Volume 27, Number 12 · July 17, 1980

Aimez-vous Canada?

By J.M. Cameron
The English Fact in Quebec
by Sheila Mcleod Arnopoulos, by Dominique Clift

McGill-Queen's University Press, 239 pp., $7.95 (paper)

Deference to Authority: The Case of Canada
by Edgar Z. Friedenberg

M.E.Sharpe, 170 pp., $8.95

The Canadians
by George Woodcock

Harvard University Press, 306 pp., $20.00

The Referendum of May 20 has directed the world's attention to Canada and has prompted questions about its political integrity. It is true that Canada may have only one nation: Quebec. One could argue that the rest of Canada, almost entirely English-speaking, is not yet in any strong sense a nation, and it may never become one.
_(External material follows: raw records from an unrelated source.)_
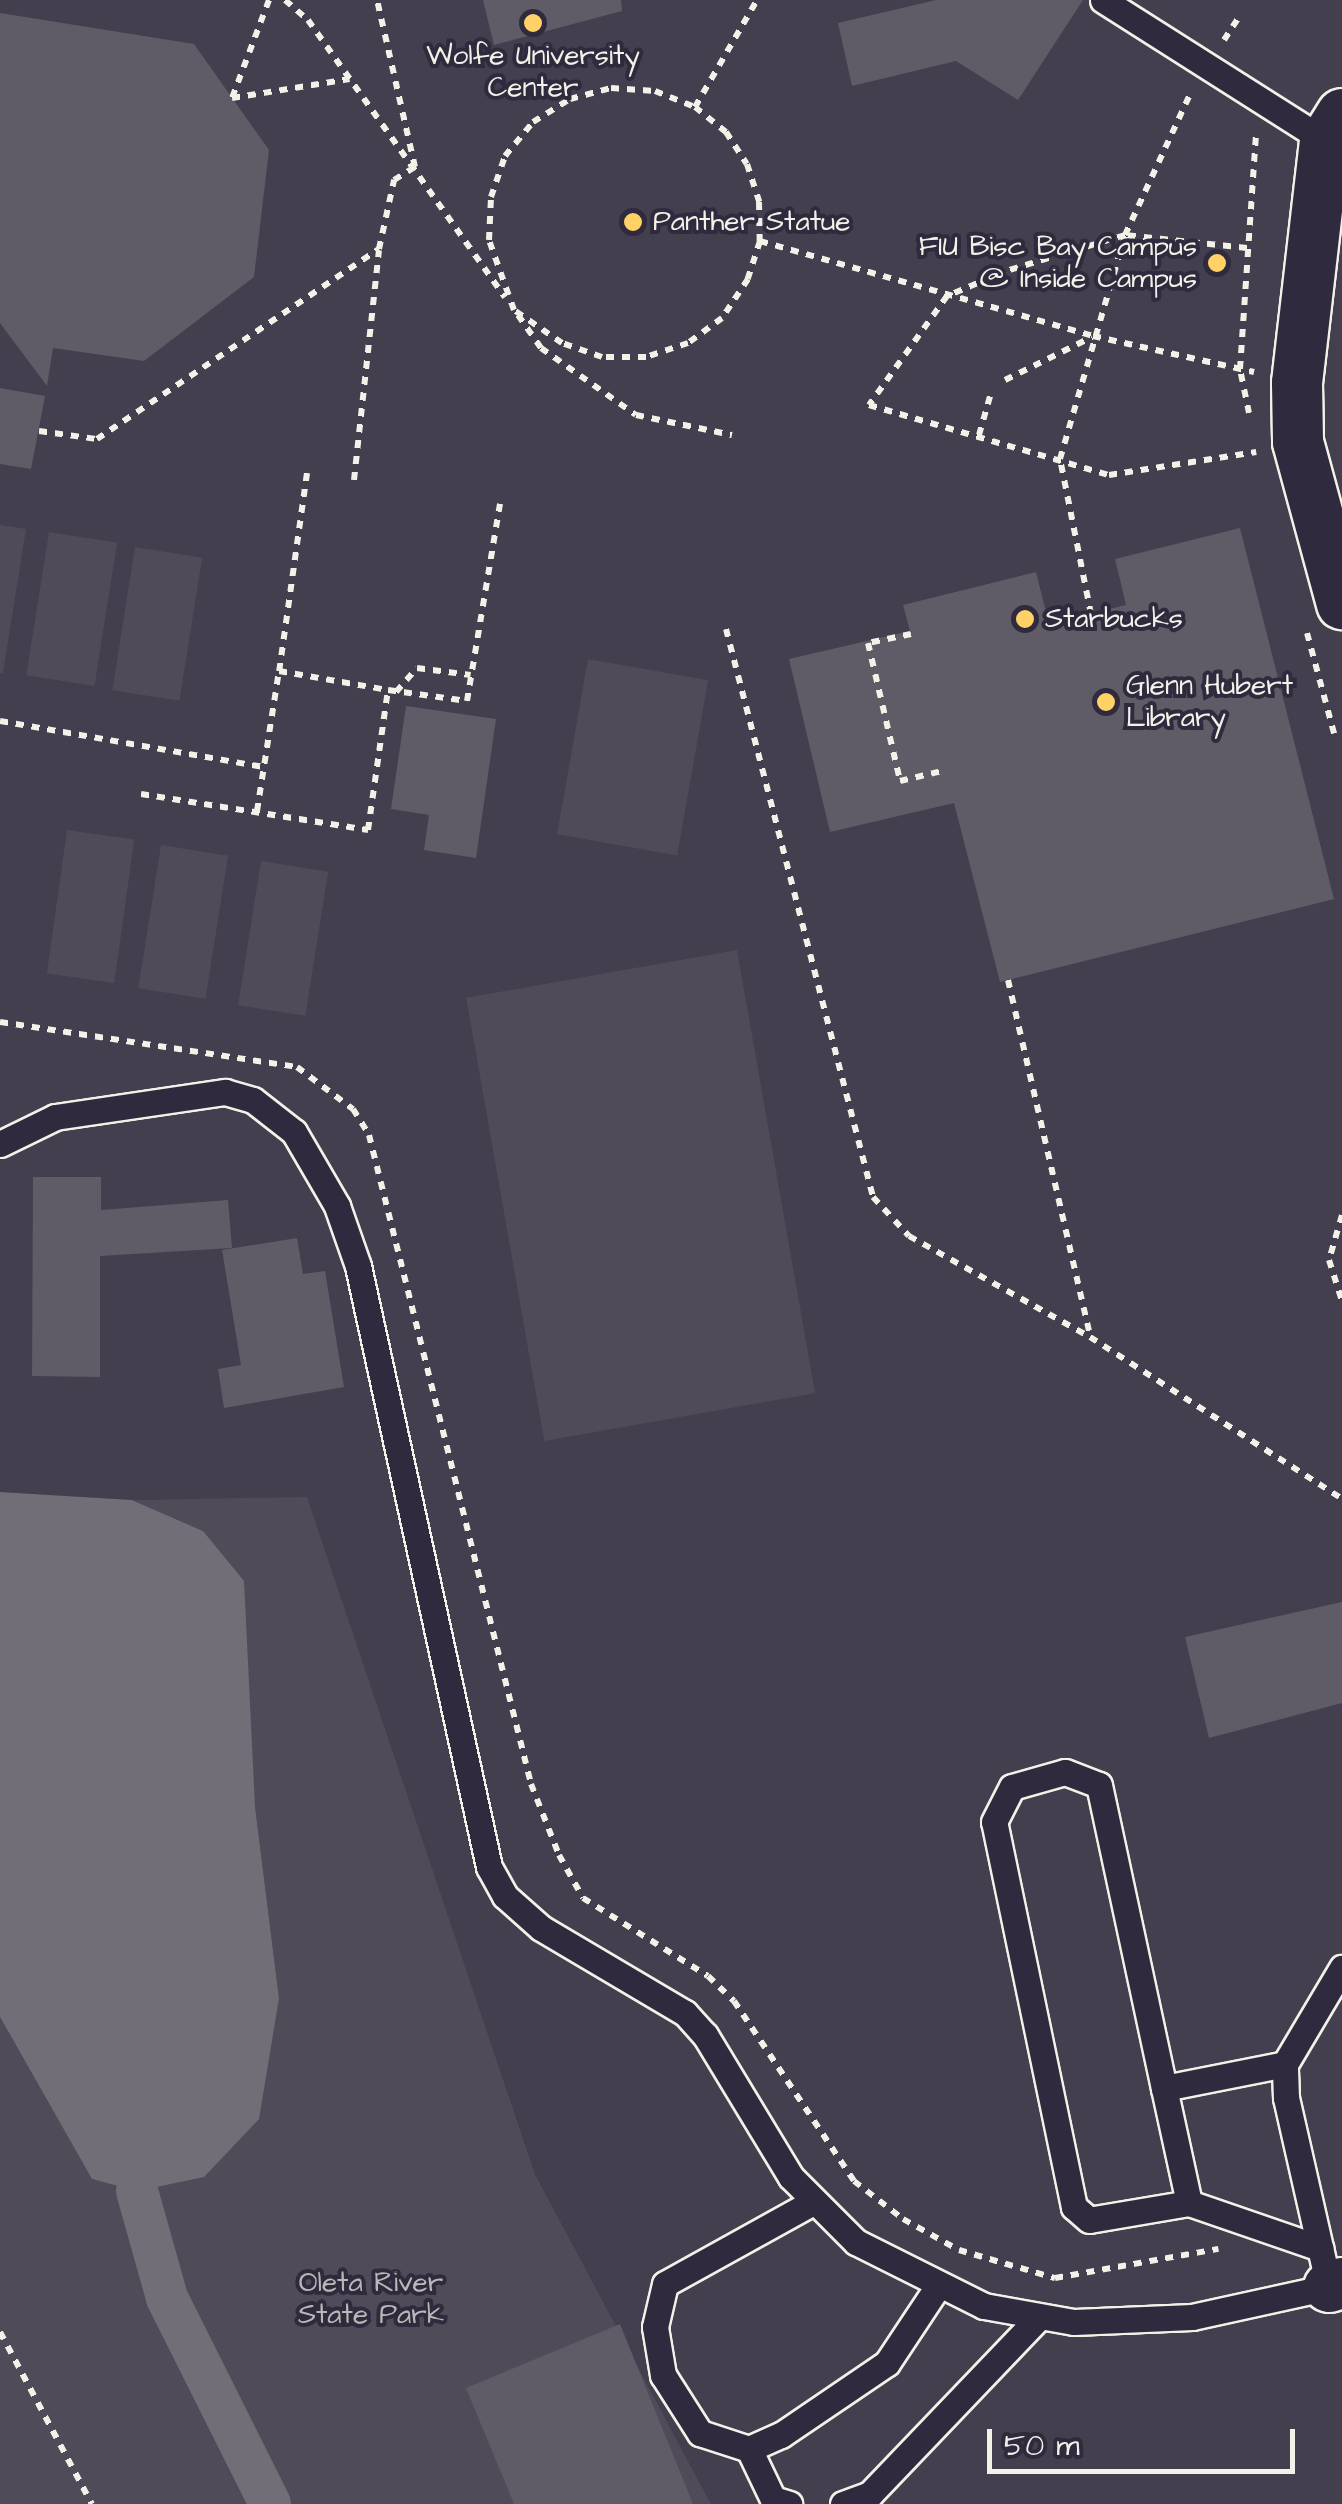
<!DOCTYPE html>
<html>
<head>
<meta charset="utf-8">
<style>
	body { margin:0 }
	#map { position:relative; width:1342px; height:2504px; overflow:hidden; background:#373244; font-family:"Architects Daughter",sans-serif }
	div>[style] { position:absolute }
	.built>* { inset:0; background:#433f4e }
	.green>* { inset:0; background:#504b59; transform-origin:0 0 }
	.water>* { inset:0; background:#726e77 }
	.canal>* { height:42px; margin:-21px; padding:0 21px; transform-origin:21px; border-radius:21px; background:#726e77 }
	.building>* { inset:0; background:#5f5c67 }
	.path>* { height:6px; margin-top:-3px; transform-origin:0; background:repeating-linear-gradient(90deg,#f4f1e8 0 8px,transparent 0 16px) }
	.roads { filter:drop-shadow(2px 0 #f4f1e8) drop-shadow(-2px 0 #f4f1e8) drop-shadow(0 2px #f4f1e8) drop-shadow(0 -2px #f4f1e8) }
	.lane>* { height:25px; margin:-12.5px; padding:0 12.5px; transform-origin:12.5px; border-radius:12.5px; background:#2f2a3d }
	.street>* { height:50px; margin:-25px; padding:0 25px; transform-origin:25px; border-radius:25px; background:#2f2a3d }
	.dots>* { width:28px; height:28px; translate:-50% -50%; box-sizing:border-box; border:5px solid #2f2a3d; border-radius:50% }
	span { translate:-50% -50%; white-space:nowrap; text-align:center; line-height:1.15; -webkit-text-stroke:8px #2f2a3d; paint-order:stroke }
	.poi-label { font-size:28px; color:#f4f1e8 }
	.left { translate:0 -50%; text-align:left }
	.right { translate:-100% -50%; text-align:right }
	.park-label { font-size:28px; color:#bbb7b6 }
	.scale { position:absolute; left:987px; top:2429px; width:308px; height:45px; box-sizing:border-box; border:5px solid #f4f1e8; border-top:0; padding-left:12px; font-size:30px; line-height:35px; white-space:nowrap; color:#f4f1e8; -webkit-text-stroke:8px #2f2a3d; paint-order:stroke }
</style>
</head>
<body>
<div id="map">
	<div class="built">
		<i style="clip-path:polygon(0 0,1342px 0,1342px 2504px,711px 2504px,535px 2174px,307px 1498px,132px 1500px,0 1492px)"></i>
	</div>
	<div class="green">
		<i style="clip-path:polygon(0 525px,26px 529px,3px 673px,0 673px)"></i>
		<i style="left:49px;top:532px;width:69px;height:145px;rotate:9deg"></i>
		<i style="left:135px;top:547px;width:68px;height:145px;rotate:9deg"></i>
		<i style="left:588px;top:659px;width:122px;height:178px;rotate:10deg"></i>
		<i style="left:67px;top:830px;width:68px;height:145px;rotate:8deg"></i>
		<i style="left:161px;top:845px;width:68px;height:145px;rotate:9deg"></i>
		<i style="left:261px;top:861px;width:68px;height:146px;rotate:9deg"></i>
		<i style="left:737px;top:950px;width:450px;height:275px;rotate:80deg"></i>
		<i style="clip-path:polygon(307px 1497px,535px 2174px,711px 2504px,0 2504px,0 2017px,93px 2180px,279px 1998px,255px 1806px,203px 1531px,132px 1500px)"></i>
	</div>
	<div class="water">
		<i style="clip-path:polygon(0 1492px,132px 1500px,203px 1531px,244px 1581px,255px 1806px,279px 1998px,259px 2119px,204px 2177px,137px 2191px,92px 2179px,0 2017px)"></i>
	</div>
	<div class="canal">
		<i style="left:137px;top:2191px;width:111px;rotate:74.3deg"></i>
		<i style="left:167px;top:2298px;width:230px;rotate:63.4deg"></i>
	</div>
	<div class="building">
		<i style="clip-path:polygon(483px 0,621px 0,622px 11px,494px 45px)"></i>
		<i style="clip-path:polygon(936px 0,1083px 0,1018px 100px,956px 61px,852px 86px,838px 23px)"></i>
		<i style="clip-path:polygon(0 13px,194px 44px,269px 150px,254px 277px,144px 361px,53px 348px,47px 386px,0 323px)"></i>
		<i style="clip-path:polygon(0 388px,45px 396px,31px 469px,0 464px)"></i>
		<i style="clip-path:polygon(1240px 528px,1334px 899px,1000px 982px,954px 803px,830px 832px,789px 659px,910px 631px,903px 605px,1036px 572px,1049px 624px,1126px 605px,1115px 559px)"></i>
		<i style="clip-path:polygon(406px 706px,496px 719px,476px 858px,424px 850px,429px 815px,391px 809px)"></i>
		<i style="clip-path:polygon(33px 1177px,101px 1177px,101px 1210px,228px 1200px,232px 1248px,100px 1256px,100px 1377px,32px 1376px)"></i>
		<i style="clip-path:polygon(297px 1238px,303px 1274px,325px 1271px,344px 1387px,224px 1408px,218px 1369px,241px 1365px,222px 1250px)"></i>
		<i style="clip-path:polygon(1342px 1602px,1342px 1703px,1209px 1738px,1185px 1637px)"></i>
		<i style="clip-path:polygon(620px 2324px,693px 2504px,514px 2504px,466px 2388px)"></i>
	</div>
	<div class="path">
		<i style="left:269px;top:0;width:105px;rotate:110.7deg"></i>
		<i style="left:232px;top:98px;width:119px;rotate:-9.2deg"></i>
		<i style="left:285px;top:0;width:30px;rotate:41deg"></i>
		<i style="left:308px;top:20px;width:340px;rotate:54.6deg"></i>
		<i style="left:1224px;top:40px;width:27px;rotate:-57deg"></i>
		<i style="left:611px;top:88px;width:44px;rotate:3.9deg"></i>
		<i style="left:655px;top:91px;width:43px;rotate:21.8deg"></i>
		<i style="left:695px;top:107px;width:40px;rotate:39deg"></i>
		<i style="left:726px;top:132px;width:38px;rotate:57deg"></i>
		<i style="left:747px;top:164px;width:40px;rotate:72deg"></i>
		<i style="left:759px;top:202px;width:39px;rotate:89deg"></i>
		<i style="left:760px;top:241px;width:40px;rotate:108deg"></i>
		<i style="left:748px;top:279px;width:47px;rotate:123.7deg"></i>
		<i style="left:722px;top:318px;width:42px;rotate:143.7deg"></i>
		<i style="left:688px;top:343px;width:44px;rotate:161.6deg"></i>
		<i style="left:646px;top:357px;width:44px;rotate:180deg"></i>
		<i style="left:602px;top:357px;width:42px;rotate:-160.7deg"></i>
		<i style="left:562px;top:343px;width:58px;rotate:-145.5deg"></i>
		<i style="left:514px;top:310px;width:74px;rotate:-109.7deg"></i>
		<i style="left:489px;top:240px;width:43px;rotate:-87.3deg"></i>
		<i style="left:491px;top:197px;width:43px;rotate:-71.1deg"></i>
		<i style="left:505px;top:156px;width:44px;rotate:-50.5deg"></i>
		<i style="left:533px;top:122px;width:44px;rotate:-31.9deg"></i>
		<i style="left:570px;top:99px;width:42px;rotate:-15deg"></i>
		<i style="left:695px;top:107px;width:124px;rotate:-59.9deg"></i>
		<i style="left:760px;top:241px;width:346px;rotate:15.9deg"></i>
		<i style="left:1093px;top:336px;width:165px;rotate:12.6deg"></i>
		<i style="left:1247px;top:248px;width:123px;rotate:-173.9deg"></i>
		<i style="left:1125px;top:235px;width:124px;rotate:163.2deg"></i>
		<i style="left:1006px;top:271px;width:64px;rotate:157deg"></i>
		<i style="left:947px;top:296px;width:134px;rotate:125.6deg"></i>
		<i style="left:869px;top:405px;width:250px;rotate:16.3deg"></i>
		<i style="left:1109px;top:475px;width:149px;rotate:-8.9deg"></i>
		<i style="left:518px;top:315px;width:40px;rotate:55.1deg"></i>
		<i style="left:541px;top:348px;width:116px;rotate:35.2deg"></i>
		<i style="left:636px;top:415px;width:98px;rotate:11.8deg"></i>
		<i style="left:1005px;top:380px;width:97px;rotate:-26.3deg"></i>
		<i style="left:1249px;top:413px;width:45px;rotate:-101.6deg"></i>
		<i style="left:1240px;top:369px;width:233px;rotate:-86.1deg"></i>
		<i style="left:39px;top:431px;width:59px;rotate:7.9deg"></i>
		<i style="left:97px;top:439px;width:340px;rotate:-34deg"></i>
		<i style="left:379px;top:249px;width:71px;rotate:-77.7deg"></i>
		<i style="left:394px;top:180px;width:25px;rotate:-32deg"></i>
		<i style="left:415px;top:167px;width:171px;rotate:-102.8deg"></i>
		<i style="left:979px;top:435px;width:44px;rotate:-74.1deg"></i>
		<i style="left:307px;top:473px;width:200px;rotate:98deg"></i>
		<i style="left:279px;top:671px;width:111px;rotate:9.9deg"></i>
		<i style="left:354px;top:480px;width:231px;rotate:-83.8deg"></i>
		<i style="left:1091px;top:614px;width:158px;rotate:-101.3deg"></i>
		<i style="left:1060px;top:459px;width:233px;rotate:-73.8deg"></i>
		<i style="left:1125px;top:235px;width:157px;rotate:-65.2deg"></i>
		<i style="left:726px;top:629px;width:587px;rotate:75.49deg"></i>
		<i style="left:873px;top:1197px;width:53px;rotate:47.3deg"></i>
		<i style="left:909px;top:1236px;width:207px;rotate:29.2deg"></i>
		<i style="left:1090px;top:1337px;width:300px;rotate:32.7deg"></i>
		<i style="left:1307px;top:633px;width:104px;rotate:74.9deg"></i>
		<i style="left:911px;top:634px;width:44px;rotate:168.2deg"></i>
		<i style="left:868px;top:643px;width:142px;rotate:76.9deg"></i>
		<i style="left:900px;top:781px;width:47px;rotate:-13.4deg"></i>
		<i style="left:396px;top:692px;width:32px;rotate:-49deg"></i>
		<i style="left:417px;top:668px;width:54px;rotate:7.4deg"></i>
		<i style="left:0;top:721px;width:268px;rotate:9.9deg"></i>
		<i style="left:141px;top:794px;width:230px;rotate:9deg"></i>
		<i style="left:368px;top:830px;width:141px;rotate:-81.9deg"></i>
		<i style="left:388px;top:690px;width:80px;rotate:7.9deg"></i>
		<i style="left:467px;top:701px;width:200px;rotate:-80.5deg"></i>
		<i style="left:257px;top:811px;width:142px;rotate:-81.1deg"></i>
		<i style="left:1008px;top:980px;width:365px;rotate:77deg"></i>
		<i style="left:0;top:1022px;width:300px;rotate:8.6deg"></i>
		<i style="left:297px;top:1067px;width:70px;rotate:36.9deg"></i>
		<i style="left:353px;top:1109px;width:31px;rotate:58deg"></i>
		<i style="left:369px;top:1135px;width:669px;rotate:75.98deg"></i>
		<i style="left:531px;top:1784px;width:76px;rotate:68.5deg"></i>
		<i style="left:559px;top:1855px;width:49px;rotate:60.8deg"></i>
		<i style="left:583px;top:1898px;width:147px;rotate:32deg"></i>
		<i style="left:708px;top:1976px;width:36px;rotate:44deg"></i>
		<i style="left:734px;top:2001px;width:216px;rotate:56.3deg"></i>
		<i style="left:854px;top:2181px;width:62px;rotate:37.8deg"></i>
		<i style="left:903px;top:2219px;width:64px;rotate:29deg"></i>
		<i style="left:959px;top:2250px;width:100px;rotate:16.3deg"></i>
		<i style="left:1055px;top:2278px;width:166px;rotate:-10.1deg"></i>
		<i style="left:1342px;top:1215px;width:47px;rotate:106.1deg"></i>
		<i style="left:1329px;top:1260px;width:43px;rotate:72.4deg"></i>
		<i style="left:0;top:2332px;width:195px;rotate:61.9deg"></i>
	</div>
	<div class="roads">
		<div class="lane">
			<i style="left:1103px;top:0;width:263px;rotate:32.4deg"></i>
			<i style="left:0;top:1144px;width:61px;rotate:-26.1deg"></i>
			<i style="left:55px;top:1117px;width:172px;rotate:-8.4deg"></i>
			<i style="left:225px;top:1092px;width:29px;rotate:16deg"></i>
			<i style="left:253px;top:1100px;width:52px;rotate:38deg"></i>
			<i style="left:294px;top:1132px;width:86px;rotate:59.8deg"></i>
			<i style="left:337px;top:1206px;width:64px;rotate:70.7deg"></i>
			<i style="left:358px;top:1266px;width:615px;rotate:77.7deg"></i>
			<i style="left:489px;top:1867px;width:33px;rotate:61deg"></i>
			<i style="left:505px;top:1896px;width:48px;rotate:41.6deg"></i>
			<i style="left:541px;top:1928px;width:167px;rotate:30.6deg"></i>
			<i style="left:685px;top:2013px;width:30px;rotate:48deg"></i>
			<i style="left:705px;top:2035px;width:166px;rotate:58.8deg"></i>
			<i style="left:791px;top:2177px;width:92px;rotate:45deg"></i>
			<i style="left:856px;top:2242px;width:143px;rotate:26.6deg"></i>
			<i style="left:984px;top:2306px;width:91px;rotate:10.1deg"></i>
			<i style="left:1074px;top:2322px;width:118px;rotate:-2.4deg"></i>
			<i style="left:1192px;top:2317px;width:140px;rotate:-12.4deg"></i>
			<i style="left:1329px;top:2287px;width:194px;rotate:-102.8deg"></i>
			<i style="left:1286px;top:2098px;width:34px;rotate:-92deg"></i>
			<i style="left:1285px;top:2064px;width:112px;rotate:-59.3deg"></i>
			<i style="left:1164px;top:2088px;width:118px;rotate:77.7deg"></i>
			<i style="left:1189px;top:2203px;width:101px;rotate:170.4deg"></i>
			<i style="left:1089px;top:2220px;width:20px;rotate:-139deg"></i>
			<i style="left:1074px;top:2207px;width:393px;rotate:-101.7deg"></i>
			<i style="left:994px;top:1822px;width:39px;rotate:-63deg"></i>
			<i style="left:1012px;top:1787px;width:55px;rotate:-15.8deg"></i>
			<i style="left:1065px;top:1772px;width:36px;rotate:21deg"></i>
			<i style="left:1099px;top:1785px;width:310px;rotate:77.9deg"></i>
			<i style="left:1164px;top:2088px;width:123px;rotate:-11.2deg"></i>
			<i style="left:813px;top:2202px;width:169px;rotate:151deg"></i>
			<i style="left:665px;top:2284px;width:44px;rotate:103.1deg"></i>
			<i style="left:655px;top:2327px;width:49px;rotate:80.5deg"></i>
			<i style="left:663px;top:2375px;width:69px;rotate:57.5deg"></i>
			<i style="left:700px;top:2433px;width:52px;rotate:18.1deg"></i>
			<i style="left:749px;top:2449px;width:35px;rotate:-24deg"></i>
			<i style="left:781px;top:2435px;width:128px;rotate:-34.2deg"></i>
			<i style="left:887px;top:2363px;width:92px;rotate:-56.5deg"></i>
			<i style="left:1189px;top:2203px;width:139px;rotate:19deg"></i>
			<i style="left:749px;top:2449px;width:55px;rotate:64.4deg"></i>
			<i style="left:773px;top:2499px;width:17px;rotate:17deg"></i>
			<i style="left:843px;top:2504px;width:29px;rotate:-20deg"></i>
			<i style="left:870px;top:2494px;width:243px;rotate:-46.3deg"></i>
		</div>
		<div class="street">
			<i style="left:1342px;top:114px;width:32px;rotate:122deg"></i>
			<i style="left:1325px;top:141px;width:244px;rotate:96.6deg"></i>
			<i style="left:1297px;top:383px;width:59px;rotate:89deg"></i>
			<i style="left:1298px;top:442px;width:168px;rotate:74.8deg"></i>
			<i style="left:1329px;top:2287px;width:14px;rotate:-17deg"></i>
		</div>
	</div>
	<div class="dots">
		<i style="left:533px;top:23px;background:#ffd166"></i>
		<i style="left:633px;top:222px;background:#ffd166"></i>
		<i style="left:1217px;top:263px;background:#ffd166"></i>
		<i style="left:1025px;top:619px;background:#ffd166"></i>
		<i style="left:1106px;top:702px;background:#ffd166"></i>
	</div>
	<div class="poi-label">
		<span style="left:533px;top:72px">Wolfe University<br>Center</span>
		<span class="left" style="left:653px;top:222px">Panther Statue</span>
		<span class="right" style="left:1197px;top:263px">FIU Bisc Bay Campus<br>@ Inside Campus</span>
		<span class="left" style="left:1045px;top:619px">Starbucks</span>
		<span class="left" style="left:1126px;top:702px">Glenn Hubert<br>Library</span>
	</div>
	<div class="park-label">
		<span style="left:371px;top:2299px">Oleta River<br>State Park</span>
	</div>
	<div class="scale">50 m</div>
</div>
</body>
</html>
That it is not a nation is clear to anyone immersed in the tormented and increasingly tedious debates over Canadian 'identity.' These go on at many levels, especially in the press and on radio and television. Writers, painters, musicians, actors, pop stars, university professors, television personalities are most of them endlessly pressed to make pronouncements on the subject. It is thought to be a defect in English-speaking Canadians that they don't have a strong sense of national identity. Very few seem to take the existence within one country of two major cultures and two languages as the happy state of affairs it could conceivably be.